_Task_
Copy out every line of the records in which "building" can be found.

Saved data entries:
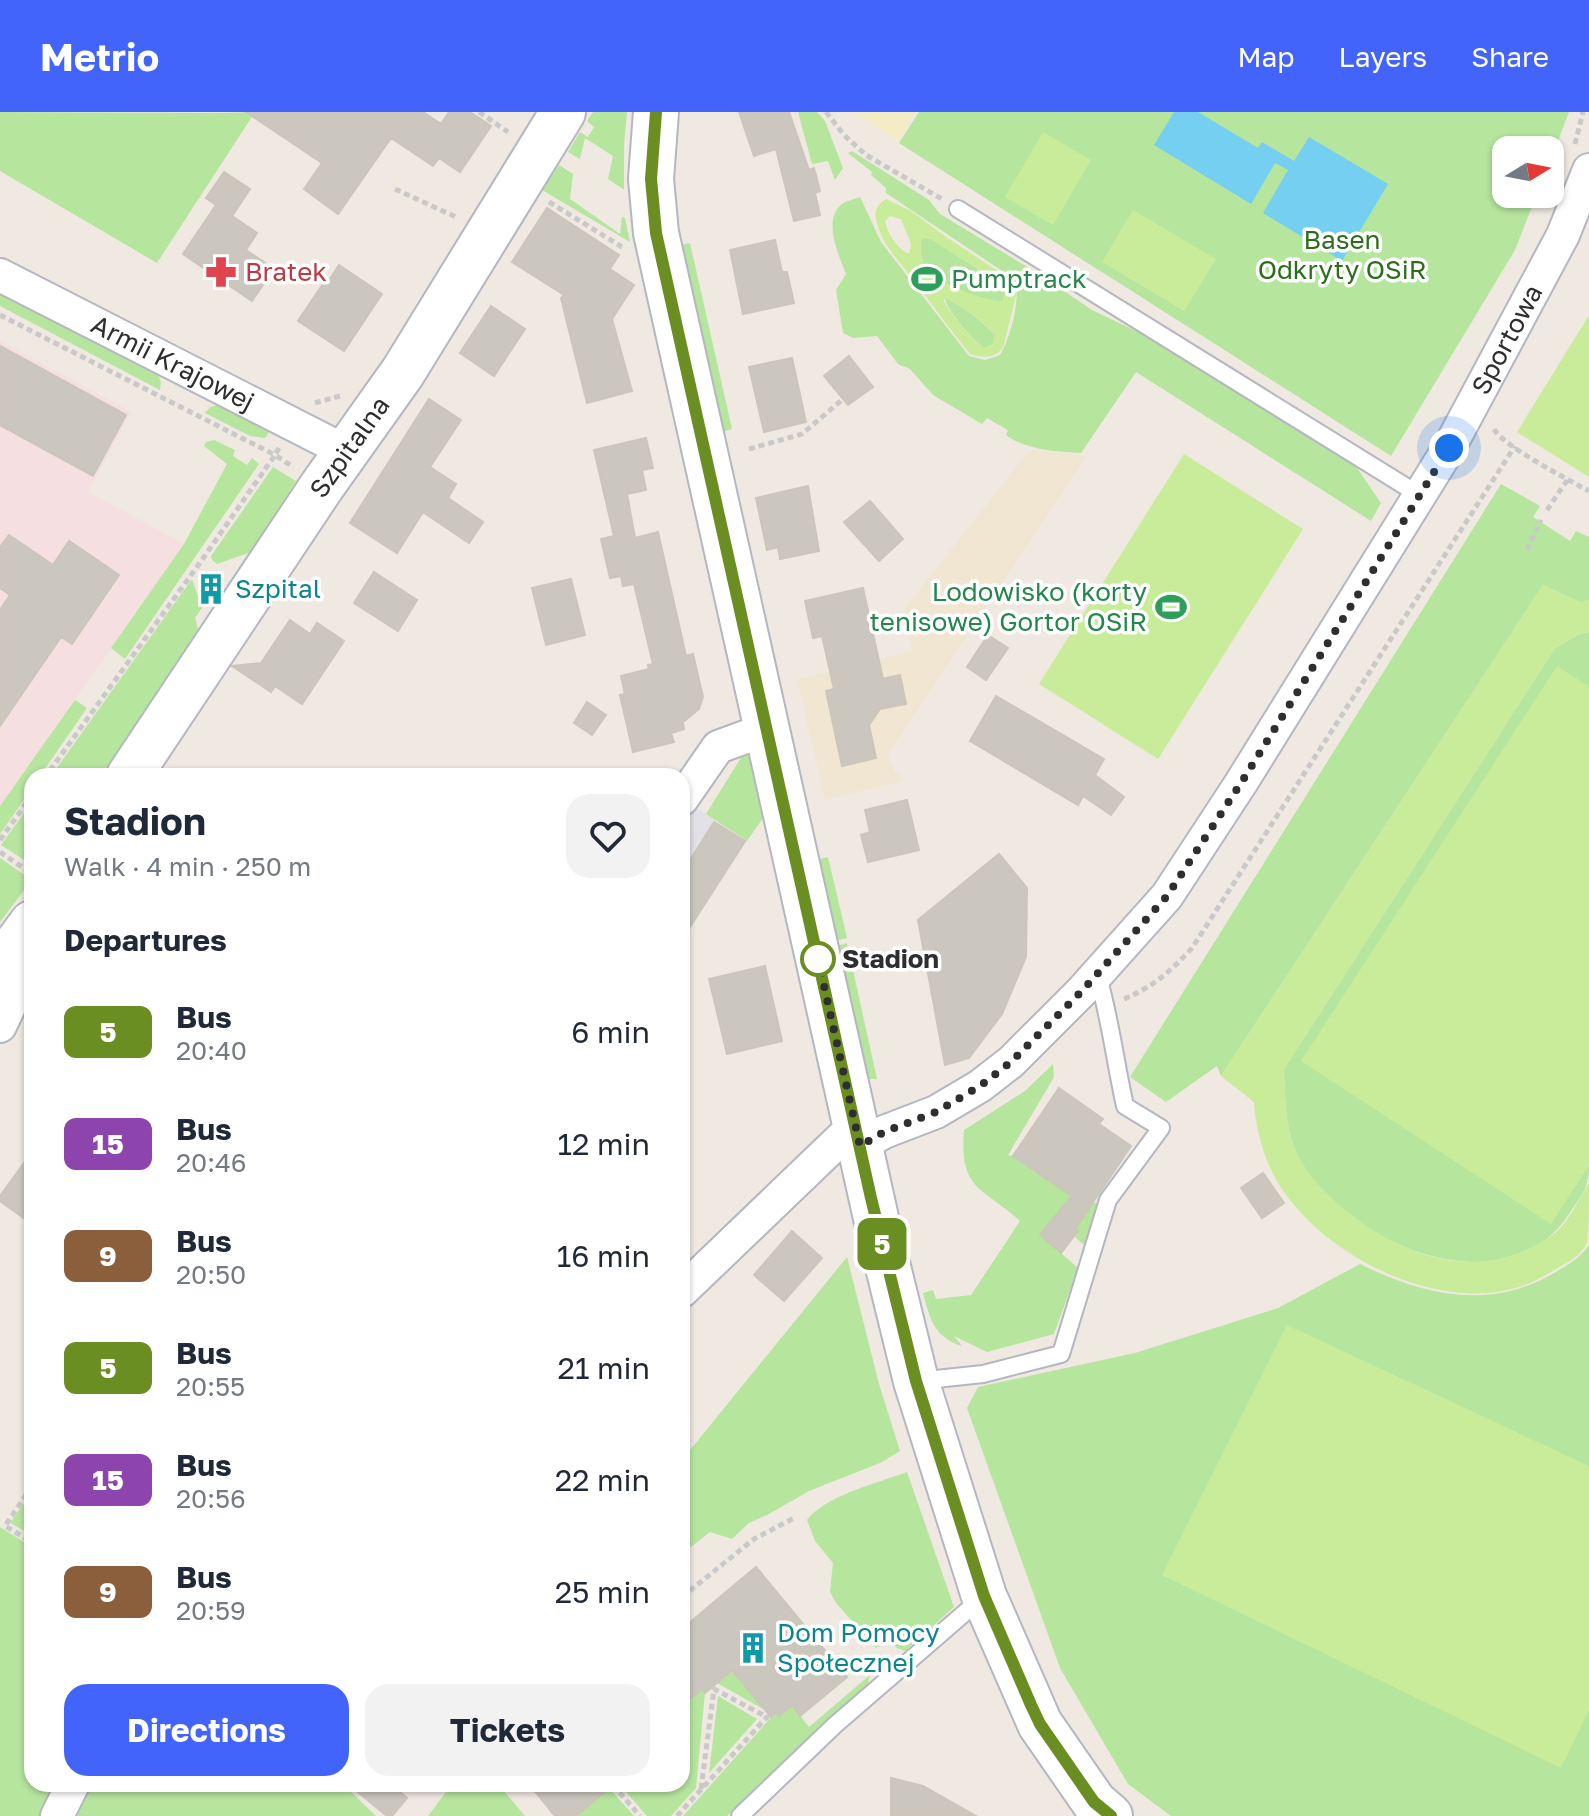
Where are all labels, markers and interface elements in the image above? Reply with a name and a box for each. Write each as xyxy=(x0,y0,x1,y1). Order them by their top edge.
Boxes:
text: Metrio xyxy=(40,34,159,79)
text: Map xyxy=(1237,40,1295,73)
text: Layers xyxy=(1339,40,1427,73)
text: Share xyxy=(1471,40,1549,73)
north arrow xyxy=(1492,136,1564,208)
map controls xyxy=(1492,136,1564,208)
park label: Basen Odkryty OSiR xyxy=(1258,224,1426,285)
pharmacy icon: Bratek xyxy=(204,255,238,289)
place label: Bratek xyxy=(245,256,327,287)
sports icon: Pumptrack xyxy=(910,262,944,296)
place label: Pumptrack xyxy=(951,263,1087,294)
street label: Sportowa xyxy=(1465,279,1549,400)
street label: Armii Krajowej xyxy=(86,308,260,417)
street label: Szpitalna xyxy=(303,390,396,503)
your location xyxy=(1429,428,1469,468)
building icon: Szpital xyxy=(194,572,228,606)
place label: Szpital xyxy=(235,573,321,604)
place label: Lodowisko (korty tenisowe) Gortor OSiR xyxy=(869,576,1147,637)
sports icon: Lodowisko (korty tenisowe) Gortor OSiR xyxy=(1154,590,1188,624)
button: heart xyxy=(566,794,650,878)
text: Stadion xyxy=(64,798,206,843)
text: Walk · 4 min · 250 m xyxy=(64,851,311,882)
text: Departures xyxy=(64,922,227,958)
marker: Stadion xyxy=(801,942,835,976)
place label: Stadion xyxy=(842,943,939,974)
text: Bus xyxy=(176,999,232,1035)
text: 6 min xyxy=(571,1014,650,1050)
text: 5 xyxy=(99,1015,117,1048)
text: 20:40 xyxy=(176,1035,247,1066)
text: Bus xyxy=(176,1111,232,1147)
text: 12 min xyxy=(558,1126,650,1162)
text: 15 xyxy=(92,1127,124,1160)
text: 20:46 xyxy=(176,1147,247,1178)
line badge: 5 xyxy=(856,1218,908,1270)
text: Bus xyxy=(176,1223,232,1259)
text: 5 xyxy=(873,1227,891,1260)
text: 16 min xyxy=(557,1238,650,1274)
text: 9 xyxy=(99,1239,117,1272)
text: 20:50 xyxy=(176,1259,246,1290)
text: Bus xyxy=(176,1335,232,1371)
text: 21 min xyxy=(558,1350,650,1386)
text: 5 xyxy=(99,1351,117,1384)
text: 20:55 xyxy=(176,1371,245,1402)
text: Bus xyxy=(176,1447,232,1483)
text: 22 min xyxy=(555,1462,650,1498)
text: 15 xyxy=(92,1463,124,1496)
text: 20:56 xyxy=(176,1483,246,1514)
text: Bus xyxy=(176,1559,232,1595)
text: 25 min xyxy=(555,1574,650,1610)
text: 9 xyxy=(99,1575,117,1608)
text: 20:59 xyxy=(176,1595,246,1626)
place label: Dom Pomocy Społecznej xyxy=(777,1617,940,1678)
building icon: Dom Pomocy Społecznej xyxy=(736,1631,770,1665)
button: Directions xyxy=(64,1684,349,1776)
button: Tickets xyxy=(365,1684,650,1776)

_Response for this exercise_
building icon: Szpital xyxy=(194,572,228,606)
building icon: Dom Pomocy Społecznej xyxy=(736,1631,770,1665)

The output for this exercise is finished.